NASA believed it has found a new drilling site for its Curiosity rover and the machine is examining a specific "sandstone slab" for a potential target.

According to a press release from NASA's Jet Propulsion Laboratory (JPL), the sandstone sample would be the third drilled rock and the first one not to be a mudstone. Named after a gorge in Western Australia, Curiosity mission managers called the sample "Windjana."

"The planned inspection, designed to aid a decision on whether to drill at Windjana, includes observations with the camera and X-ray spectrometer at the end of the rover's arm, use of a brush to remove dust from a patch on the rock, and readings of composition at various points on the rock with an instrument that fires laser shots from the rover's mast," NASA said in the release.

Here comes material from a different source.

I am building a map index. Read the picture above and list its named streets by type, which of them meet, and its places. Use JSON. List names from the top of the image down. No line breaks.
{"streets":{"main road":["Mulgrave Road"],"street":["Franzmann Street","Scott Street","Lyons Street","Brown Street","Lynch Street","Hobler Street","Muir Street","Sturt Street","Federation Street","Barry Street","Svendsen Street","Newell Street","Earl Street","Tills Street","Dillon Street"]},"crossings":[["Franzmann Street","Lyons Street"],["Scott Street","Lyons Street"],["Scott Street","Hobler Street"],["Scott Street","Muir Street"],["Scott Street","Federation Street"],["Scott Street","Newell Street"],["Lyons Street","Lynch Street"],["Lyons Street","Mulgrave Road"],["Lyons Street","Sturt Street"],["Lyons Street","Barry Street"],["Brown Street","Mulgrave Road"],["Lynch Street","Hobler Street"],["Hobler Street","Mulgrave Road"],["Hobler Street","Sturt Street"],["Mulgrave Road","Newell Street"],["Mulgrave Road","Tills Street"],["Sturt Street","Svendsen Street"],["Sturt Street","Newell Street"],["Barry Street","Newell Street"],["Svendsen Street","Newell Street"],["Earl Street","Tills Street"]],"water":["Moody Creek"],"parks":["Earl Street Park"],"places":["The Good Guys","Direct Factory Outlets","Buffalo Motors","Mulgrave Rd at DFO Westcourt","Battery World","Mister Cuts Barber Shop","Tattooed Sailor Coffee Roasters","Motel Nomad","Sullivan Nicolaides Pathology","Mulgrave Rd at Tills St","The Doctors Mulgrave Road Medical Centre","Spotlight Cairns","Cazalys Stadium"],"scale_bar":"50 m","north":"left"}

Curiosity's ultimate science goal from day one has been to reach Mount Sharp. In Aug. 2012, NASA successfully performed a soft landing placing the rover in the Gale Crater and in the middle stands the mountain. During its trek, Curiosity has gathered a plethora of valuable samples from Mars that strongly suggest the Red Planet once had water and maybe even microbial life.

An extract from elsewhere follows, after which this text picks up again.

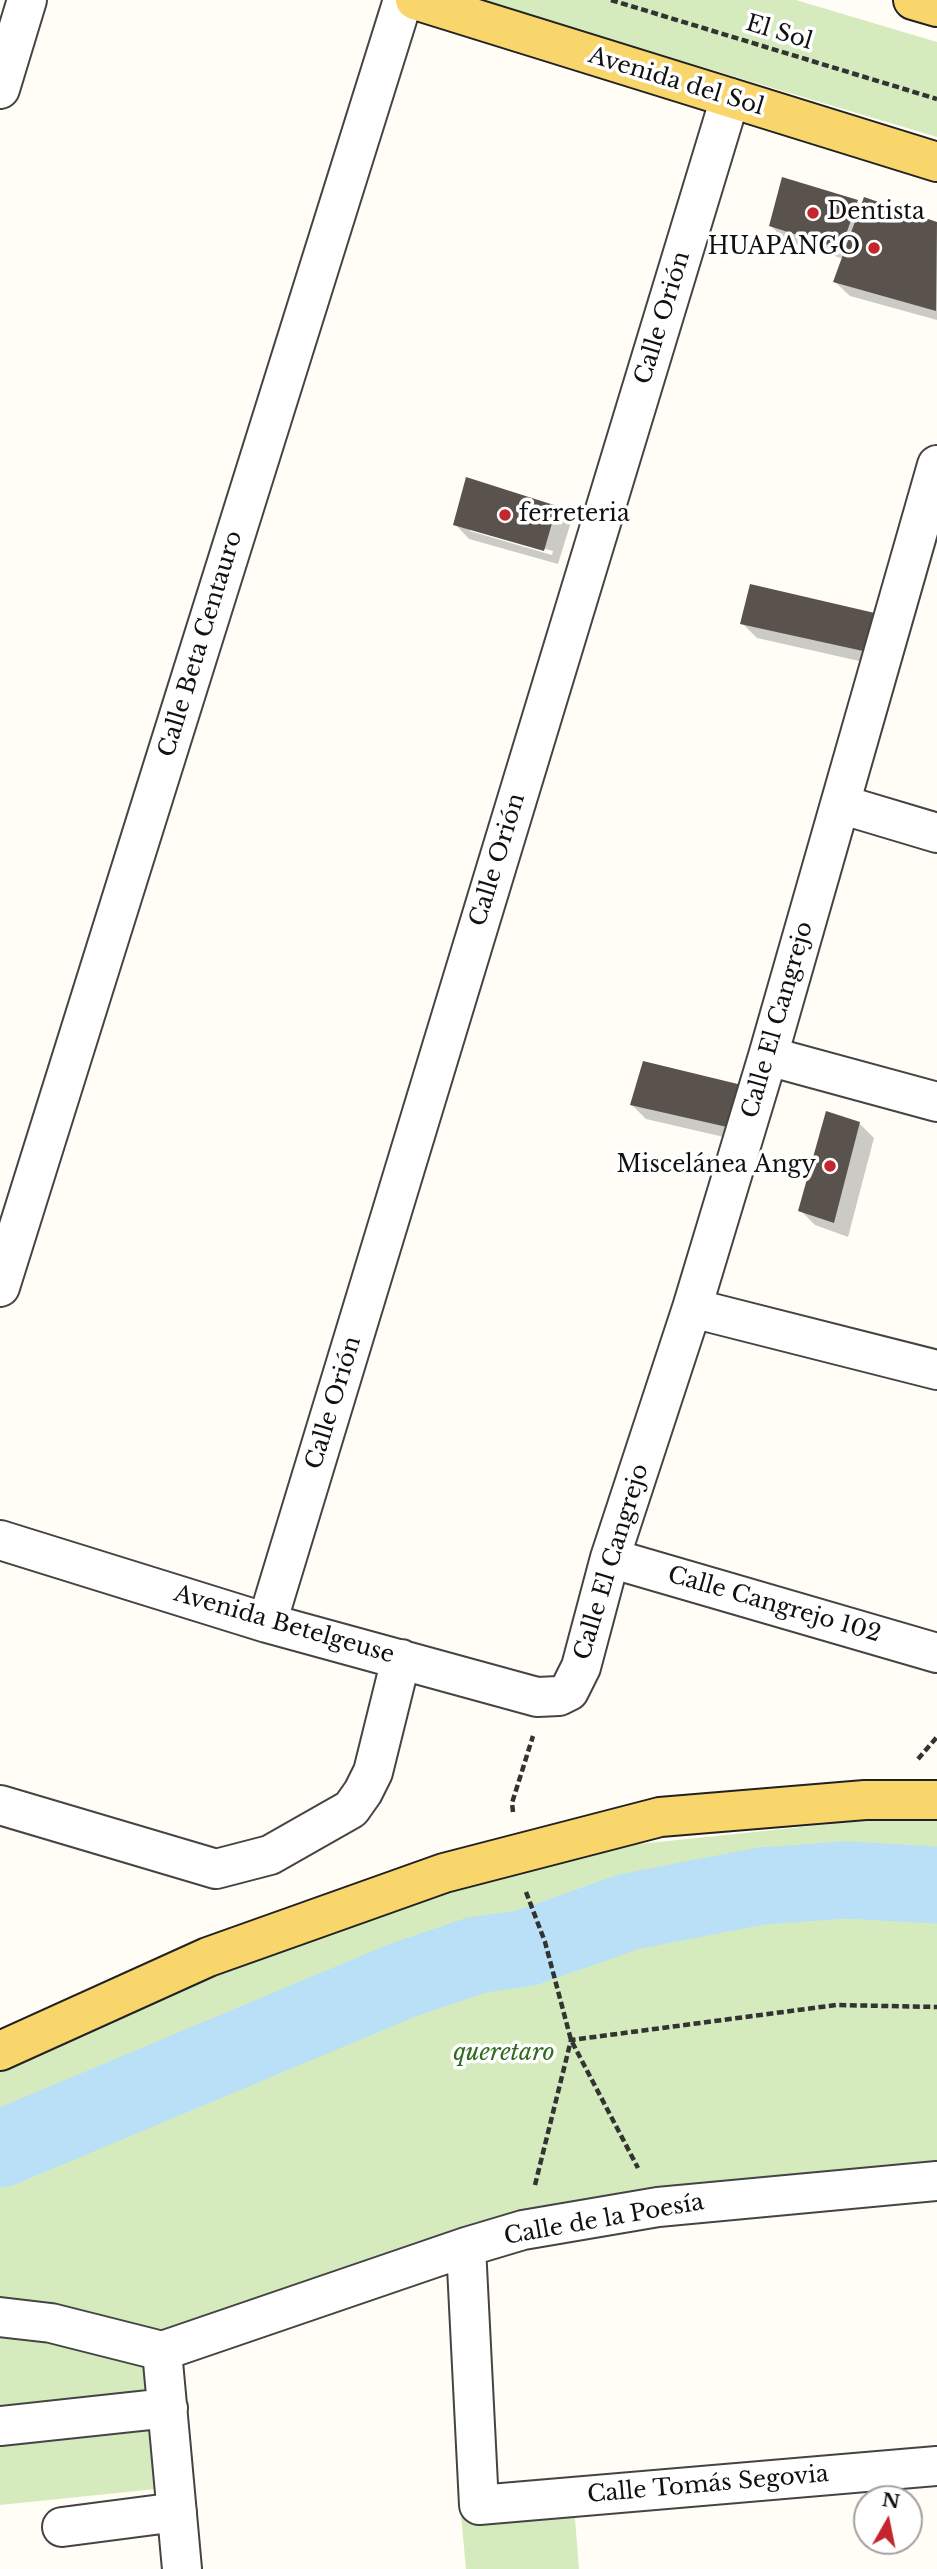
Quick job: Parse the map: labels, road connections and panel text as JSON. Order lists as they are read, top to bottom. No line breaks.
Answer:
{"streets":{"main road":["Avenida del Sol"],"street":["Calle Orión","Calle Beta Centauro","Calle El Cangrejo","Calle Cangrejo 102","Avenida Betelgeuse","Calle de la Poesía","Calle Tomás Segovia"],"path":["El Sol"]},"crossings":[["Avenida del Sol","Calle Orión"],["Calle Orión","Avenida Betelgeuse"],["Calle El Cangrejo","Calle Cangrejo 102"],["Calle El Cangrejo","Avenida Betelgeuse"],["Calle de la Poesía","Calle Tomás Segovia"]],"parks":["queretaro"],"places":["Dentista","HUAPANGO","ferreteria","Miscelánea Angy"],"north":"top"}
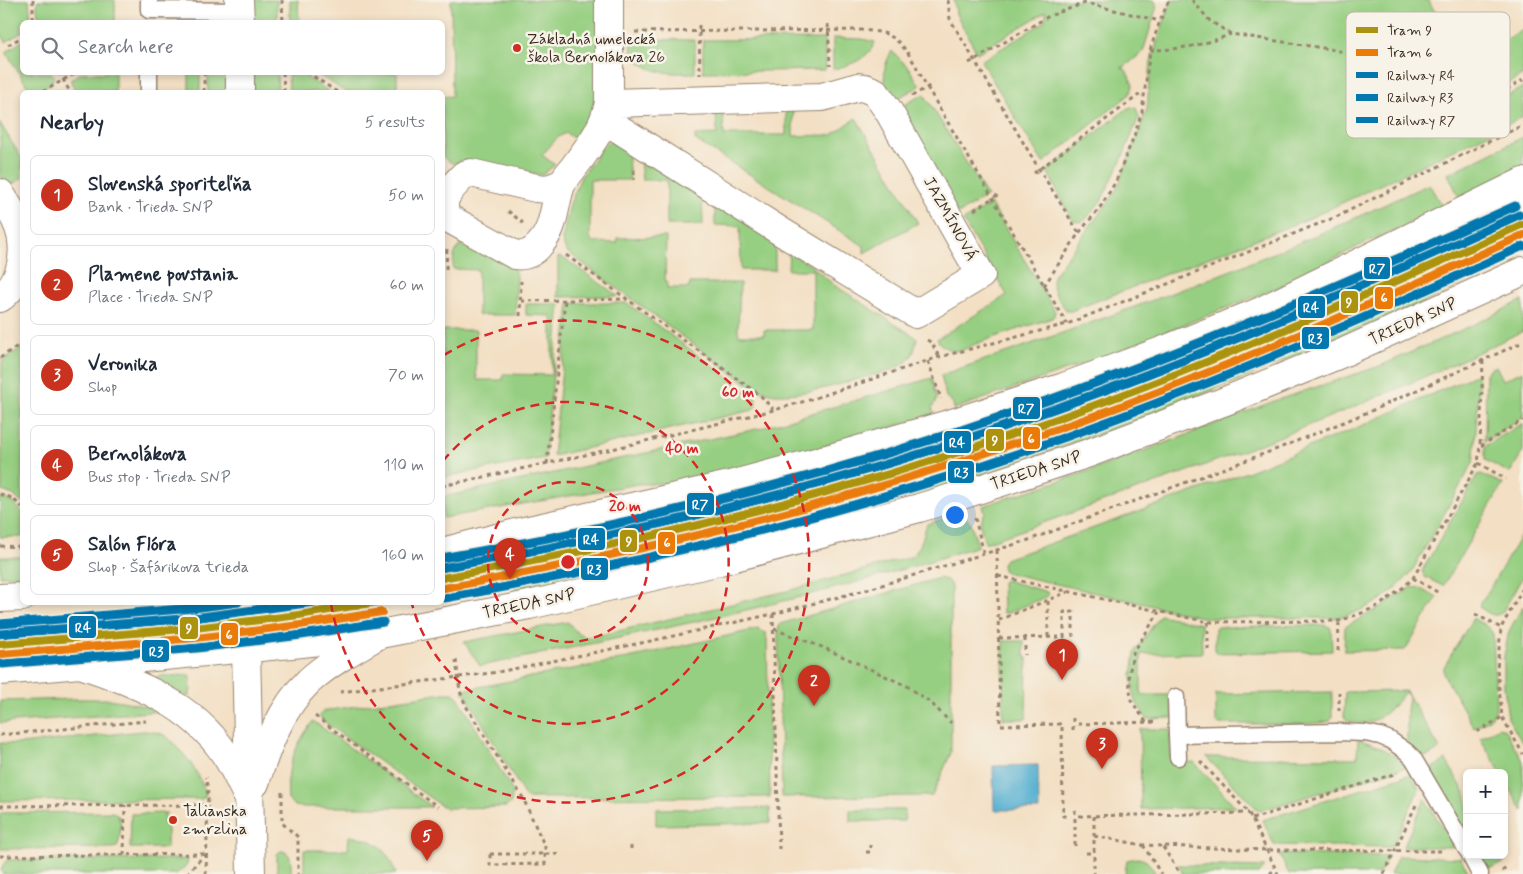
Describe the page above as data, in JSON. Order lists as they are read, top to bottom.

Sandstone is expected to be a key piece of evidence in recreating Mars' environmental past, but scientists expect Mount Sharp to be the richest source of information available. The sandstone will tell the scientists about the layered mountain in the middle of the Gale Crater before the rover even gets there.

"We want to learn more about the wet process that turned sand deposits into sandstone here," John Grotzinger, a Curiosity project scientist at the California Institute of Technology, said in the release. "What was the composition of the fluids that bound the grains together? That aqueous chemistry is part of the habitability story we're investigating."